→ EXERCISE DESCRIPTION: What lines of the material below include the string "JSON"? Copy all of them.

........

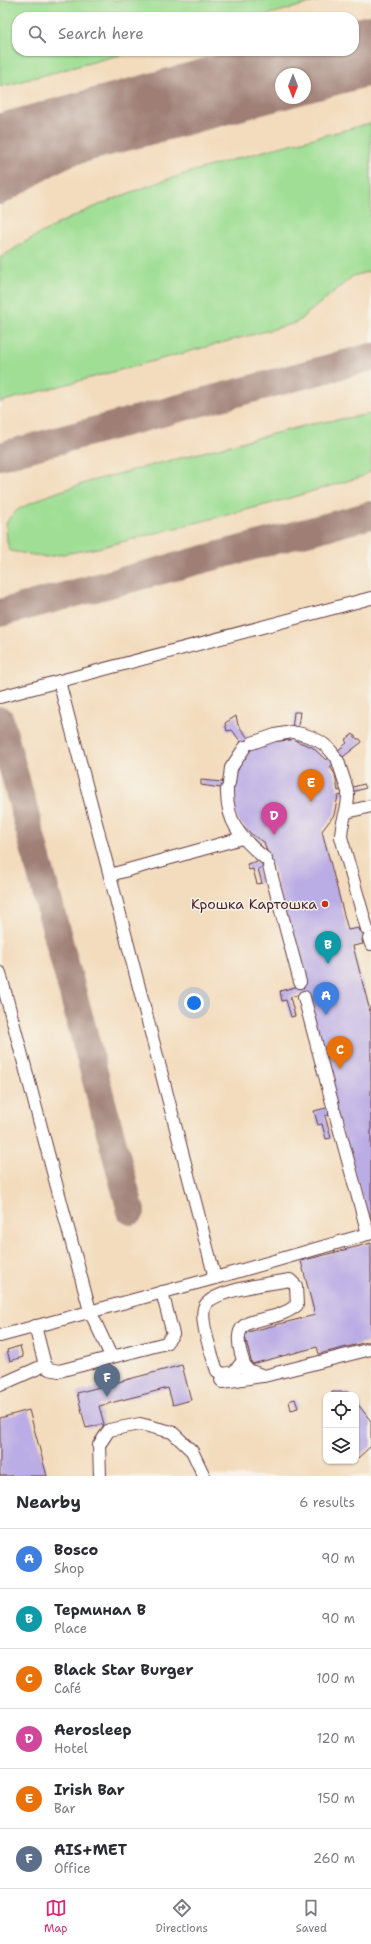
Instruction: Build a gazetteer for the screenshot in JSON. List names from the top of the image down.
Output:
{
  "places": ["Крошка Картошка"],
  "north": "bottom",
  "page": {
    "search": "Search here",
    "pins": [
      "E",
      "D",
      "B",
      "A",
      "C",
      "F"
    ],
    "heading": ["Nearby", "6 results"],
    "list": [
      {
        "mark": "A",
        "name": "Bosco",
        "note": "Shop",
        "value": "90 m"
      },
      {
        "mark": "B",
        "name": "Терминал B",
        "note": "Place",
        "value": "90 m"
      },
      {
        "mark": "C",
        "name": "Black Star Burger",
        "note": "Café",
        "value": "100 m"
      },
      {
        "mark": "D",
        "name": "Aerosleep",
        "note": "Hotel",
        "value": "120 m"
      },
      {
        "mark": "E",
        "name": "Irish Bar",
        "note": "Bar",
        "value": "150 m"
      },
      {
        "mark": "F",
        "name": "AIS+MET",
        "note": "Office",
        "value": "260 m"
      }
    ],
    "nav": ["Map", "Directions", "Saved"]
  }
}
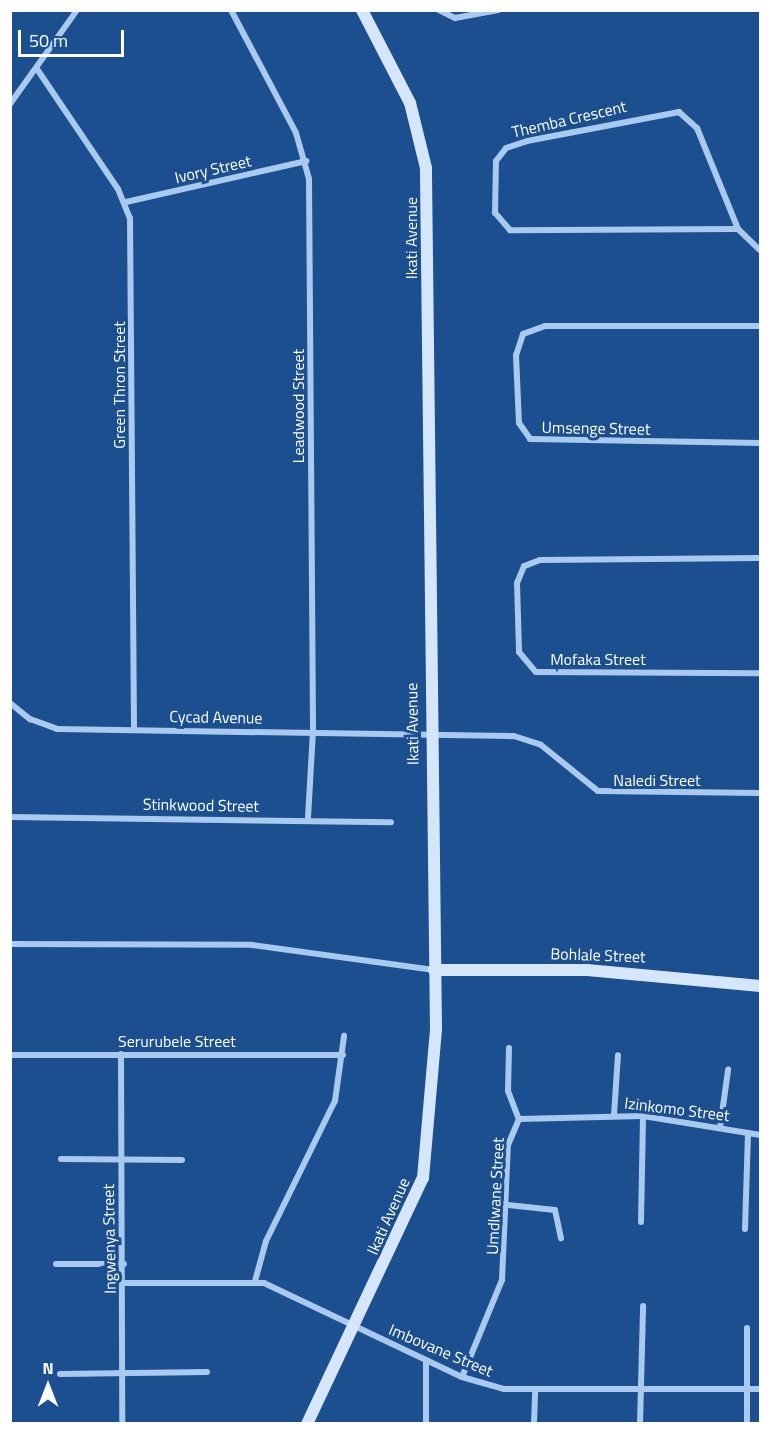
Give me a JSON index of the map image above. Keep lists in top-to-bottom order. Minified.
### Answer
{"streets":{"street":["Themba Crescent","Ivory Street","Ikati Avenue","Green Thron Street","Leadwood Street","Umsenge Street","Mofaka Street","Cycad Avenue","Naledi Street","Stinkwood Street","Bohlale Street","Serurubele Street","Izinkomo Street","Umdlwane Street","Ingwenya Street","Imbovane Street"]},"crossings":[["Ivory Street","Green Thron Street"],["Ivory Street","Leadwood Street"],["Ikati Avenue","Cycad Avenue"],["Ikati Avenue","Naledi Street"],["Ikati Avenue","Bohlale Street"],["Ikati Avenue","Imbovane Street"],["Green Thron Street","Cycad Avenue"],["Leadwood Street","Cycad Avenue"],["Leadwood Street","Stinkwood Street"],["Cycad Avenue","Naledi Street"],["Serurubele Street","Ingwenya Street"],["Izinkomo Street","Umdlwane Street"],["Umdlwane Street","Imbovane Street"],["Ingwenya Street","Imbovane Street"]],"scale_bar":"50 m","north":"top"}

........

→ ANSWER TO THE PROBLEM:
Instruction: Build a gazetteer for the screenshot in JSON. List names from the top of the image down.
Give me a JSON index of the map image above. Keep lists in top-to-bottom order. Minified.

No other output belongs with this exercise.